De la gestation au geste
par Lorenzo Vinciguerra
« L’artiste refait le chemin de l’humanité » me confiait un jour Arnal. Le peintre, lui, refait celui de la peinture, dont l’origine se confond avec celle de l’homme. À son contact, un philosophe comme Merleau-Ponty se trouvait convié au-devant de la même énigme. Comment le visible émerge-t-il du sensible ? Le problème de la perception n’est jamais que le problème de l’origine et de la nature du sens, énigme qu’un linguiste comme Greimas reconnaissait ne pas savoir résoudre, aux prises avec le paradoxe d’une science qui ne peut pa faire plus que constater que le sens est toujours déjà là sans parvenir à le définir.
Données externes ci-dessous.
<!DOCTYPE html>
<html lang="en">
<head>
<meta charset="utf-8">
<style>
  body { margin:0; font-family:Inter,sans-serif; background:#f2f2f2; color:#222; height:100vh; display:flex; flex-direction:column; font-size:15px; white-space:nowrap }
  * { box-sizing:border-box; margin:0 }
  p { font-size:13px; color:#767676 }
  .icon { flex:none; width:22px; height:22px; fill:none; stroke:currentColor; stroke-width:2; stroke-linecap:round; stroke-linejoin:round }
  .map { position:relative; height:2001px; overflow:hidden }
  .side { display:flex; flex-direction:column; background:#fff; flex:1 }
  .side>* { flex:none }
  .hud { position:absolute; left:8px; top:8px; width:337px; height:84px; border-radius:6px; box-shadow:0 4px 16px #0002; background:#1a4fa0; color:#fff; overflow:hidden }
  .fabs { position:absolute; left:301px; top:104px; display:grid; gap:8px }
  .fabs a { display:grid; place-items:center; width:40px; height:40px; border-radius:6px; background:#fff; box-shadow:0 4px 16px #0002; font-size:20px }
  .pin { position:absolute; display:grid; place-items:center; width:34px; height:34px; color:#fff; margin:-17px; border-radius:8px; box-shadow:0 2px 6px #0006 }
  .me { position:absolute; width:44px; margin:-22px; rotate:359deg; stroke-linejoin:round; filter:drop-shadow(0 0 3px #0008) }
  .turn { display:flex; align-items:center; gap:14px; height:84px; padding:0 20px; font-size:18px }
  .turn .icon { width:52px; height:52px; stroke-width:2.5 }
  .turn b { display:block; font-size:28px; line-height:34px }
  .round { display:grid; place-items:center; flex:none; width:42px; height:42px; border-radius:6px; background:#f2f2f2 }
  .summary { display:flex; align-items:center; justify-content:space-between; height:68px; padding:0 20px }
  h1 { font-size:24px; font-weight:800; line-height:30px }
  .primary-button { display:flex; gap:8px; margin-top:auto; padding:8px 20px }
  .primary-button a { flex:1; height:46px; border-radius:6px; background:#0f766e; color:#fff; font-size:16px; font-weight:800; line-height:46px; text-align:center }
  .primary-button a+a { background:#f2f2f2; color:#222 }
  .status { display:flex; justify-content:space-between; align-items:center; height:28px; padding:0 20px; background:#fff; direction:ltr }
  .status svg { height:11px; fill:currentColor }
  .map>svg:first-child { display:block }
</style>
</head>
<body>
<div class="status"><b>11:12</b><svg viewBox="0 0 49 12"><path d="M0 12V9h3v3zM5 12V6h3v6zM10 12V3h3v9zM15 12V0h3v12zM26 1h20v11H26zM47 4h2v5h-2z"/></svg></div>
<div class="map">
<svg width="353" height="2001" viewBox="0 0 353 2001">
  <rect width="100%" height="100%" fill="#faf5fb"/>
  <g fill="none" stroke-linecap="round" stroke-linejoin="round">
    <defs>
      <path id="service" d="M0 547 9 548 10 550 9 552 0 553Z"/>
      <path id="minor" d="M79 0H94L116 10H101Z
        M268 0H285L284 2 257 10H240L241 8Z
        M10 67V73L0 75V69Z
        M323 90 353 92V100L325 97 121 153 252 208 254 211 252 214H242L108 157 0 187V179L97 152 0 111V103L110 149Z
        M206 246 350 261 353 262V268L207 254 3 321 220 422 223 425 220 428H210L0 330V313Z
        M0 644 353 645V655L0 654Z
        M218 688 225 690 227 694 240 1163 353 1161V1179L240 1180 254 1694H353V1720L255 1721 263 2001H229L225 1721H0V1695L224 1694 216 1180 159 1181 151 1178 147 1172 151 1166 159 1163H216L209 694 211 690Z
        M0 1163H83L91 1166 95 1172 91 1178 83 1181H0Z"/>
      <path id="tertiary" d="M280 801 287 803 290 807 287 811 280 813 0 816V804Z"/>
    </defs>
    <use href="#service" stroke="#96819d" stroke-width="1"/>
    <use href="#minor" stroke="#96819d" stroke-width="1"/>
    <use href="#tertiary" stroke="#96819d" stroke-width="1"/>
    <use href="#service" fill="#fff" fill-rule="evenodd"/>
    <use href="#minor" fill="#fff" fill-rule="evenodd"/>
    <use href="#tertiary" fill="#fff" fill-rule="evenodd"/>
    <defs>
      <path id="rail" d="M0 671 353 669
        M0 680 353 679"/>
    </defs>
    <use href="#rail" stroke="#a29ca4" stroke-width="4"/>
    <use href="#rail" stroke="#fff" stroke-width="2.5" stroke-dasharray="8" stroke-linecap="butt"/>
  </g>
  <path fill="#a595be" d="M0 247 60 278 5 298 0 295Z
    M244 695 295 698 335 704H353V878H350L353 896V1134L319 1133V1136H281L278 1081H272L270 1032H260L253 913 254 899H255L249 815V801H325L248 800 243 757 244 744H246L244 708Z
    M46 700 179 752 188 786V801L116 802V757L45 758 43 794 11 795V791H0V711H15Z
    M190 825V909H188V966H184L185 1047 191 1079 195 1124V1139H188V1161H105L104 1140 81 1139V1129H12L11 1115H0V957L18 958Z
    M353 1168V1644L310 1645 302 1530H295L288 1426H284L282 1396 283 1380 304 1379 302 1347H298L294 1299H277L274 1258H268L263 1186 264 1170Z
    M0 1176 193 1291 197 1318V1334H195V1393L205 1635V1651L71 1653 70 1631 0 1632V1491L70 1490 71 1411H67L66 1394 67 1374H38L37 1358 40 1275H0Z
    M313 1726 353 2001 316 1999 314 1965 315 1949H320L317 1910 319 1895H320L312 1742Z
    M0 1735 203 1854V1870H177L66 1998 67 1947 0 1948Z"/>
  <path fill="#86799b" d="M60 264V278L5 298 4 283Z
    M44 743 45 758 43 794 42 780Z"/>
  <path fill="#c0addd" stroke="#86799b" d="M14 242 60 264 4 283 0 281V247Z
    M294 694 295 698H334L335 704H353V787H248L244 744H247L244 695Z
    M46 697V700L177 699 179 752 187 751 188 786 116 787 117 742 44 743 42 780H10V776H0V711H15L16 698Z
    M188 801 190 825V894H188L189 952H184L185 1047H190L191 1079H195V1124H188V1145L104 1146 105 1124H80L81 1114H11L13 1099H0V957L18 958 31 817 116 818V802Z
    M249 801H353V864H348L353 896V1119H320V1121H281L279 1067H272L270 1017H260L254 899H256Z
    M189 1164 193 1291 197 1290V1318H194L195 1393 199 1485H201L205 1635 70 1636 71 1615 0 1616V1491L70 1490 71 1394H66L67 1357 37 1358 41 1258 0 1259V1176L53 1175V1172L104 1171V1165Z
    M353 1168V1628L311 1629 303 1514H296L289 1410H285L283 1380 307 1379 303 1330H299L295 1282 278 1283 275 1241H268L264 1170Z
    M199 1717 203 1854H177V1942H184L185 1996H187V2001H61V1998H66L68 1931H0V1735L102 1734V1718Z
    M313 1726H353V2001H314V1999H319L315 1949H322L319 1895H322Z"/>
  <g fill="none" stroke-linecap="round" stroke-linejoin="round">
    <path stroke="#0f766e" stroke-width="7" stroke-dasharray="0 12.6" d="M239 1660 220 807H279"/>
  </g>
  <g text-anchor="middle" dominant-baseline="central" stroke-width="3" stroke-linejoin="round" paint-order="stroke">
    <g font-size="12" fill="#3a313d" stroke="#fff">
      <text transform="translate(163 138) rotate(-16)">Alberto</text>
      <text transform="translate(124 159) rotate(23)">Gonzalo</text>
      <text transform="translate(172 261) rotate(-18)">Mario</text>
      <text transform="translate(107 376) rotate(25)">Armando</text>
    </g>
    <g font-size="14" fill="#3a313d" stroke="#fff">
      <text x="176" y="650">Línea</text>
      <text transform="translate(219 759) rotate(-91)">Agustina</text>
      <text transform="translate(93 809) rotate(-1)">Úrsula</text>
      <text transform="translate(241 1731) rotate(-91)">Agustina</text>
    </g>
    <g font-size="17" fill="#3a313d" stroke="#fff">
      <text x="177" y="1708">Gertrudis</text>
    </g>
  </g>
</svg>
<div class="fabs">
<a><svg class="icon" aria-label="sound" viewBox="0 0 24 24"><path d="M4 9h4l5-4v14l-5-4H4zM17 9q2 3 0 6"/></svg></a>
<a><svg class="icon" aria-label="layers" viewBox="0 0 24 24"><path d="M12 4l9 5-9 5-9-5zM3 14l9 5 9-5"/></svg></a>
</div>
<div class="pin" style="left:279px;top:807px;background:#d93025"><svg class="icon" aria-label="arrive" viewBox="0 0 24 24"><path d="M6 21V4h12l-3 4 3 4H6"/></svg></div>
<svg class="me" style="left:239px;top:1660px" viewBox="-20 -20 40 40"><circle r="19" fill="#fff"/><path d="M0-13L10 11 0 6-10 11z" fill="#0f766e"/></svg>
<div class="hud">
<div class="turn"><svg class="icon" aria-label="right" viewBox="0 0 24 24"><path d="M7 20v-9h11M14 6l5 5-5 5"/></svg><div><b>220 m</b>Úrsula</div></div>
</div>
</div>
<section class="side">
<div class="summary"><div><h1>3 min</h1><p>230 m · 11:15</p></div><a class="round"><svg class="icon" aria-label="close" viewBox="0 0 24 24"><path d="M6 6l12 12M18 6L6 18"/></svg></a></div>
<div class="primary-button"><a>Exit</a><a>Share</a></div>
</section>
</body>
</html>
Serait-ce parce que la difficulté à le définir est de même nature de celle qui nous prend quand il s’agit de définir le temps ? Augustin disait que si personne ne lui posait pas la question, il savait ce qu’était le temps, mais si on lui la posait, à vouloir l’expliquer, il ne le savait plus[16]. Peut-être. Mais, la peinture, qui se sait se taire, est moins affaire de temps que d’espace. Le peintre ne voit le jour que quand à la surface du monde il accède à son sens éternellement symbolique. N’était-ce pas cela que Merleau-Ponty appelait son privilège ?
[16] Saint Augustin, Confessions, XI, 14, 17.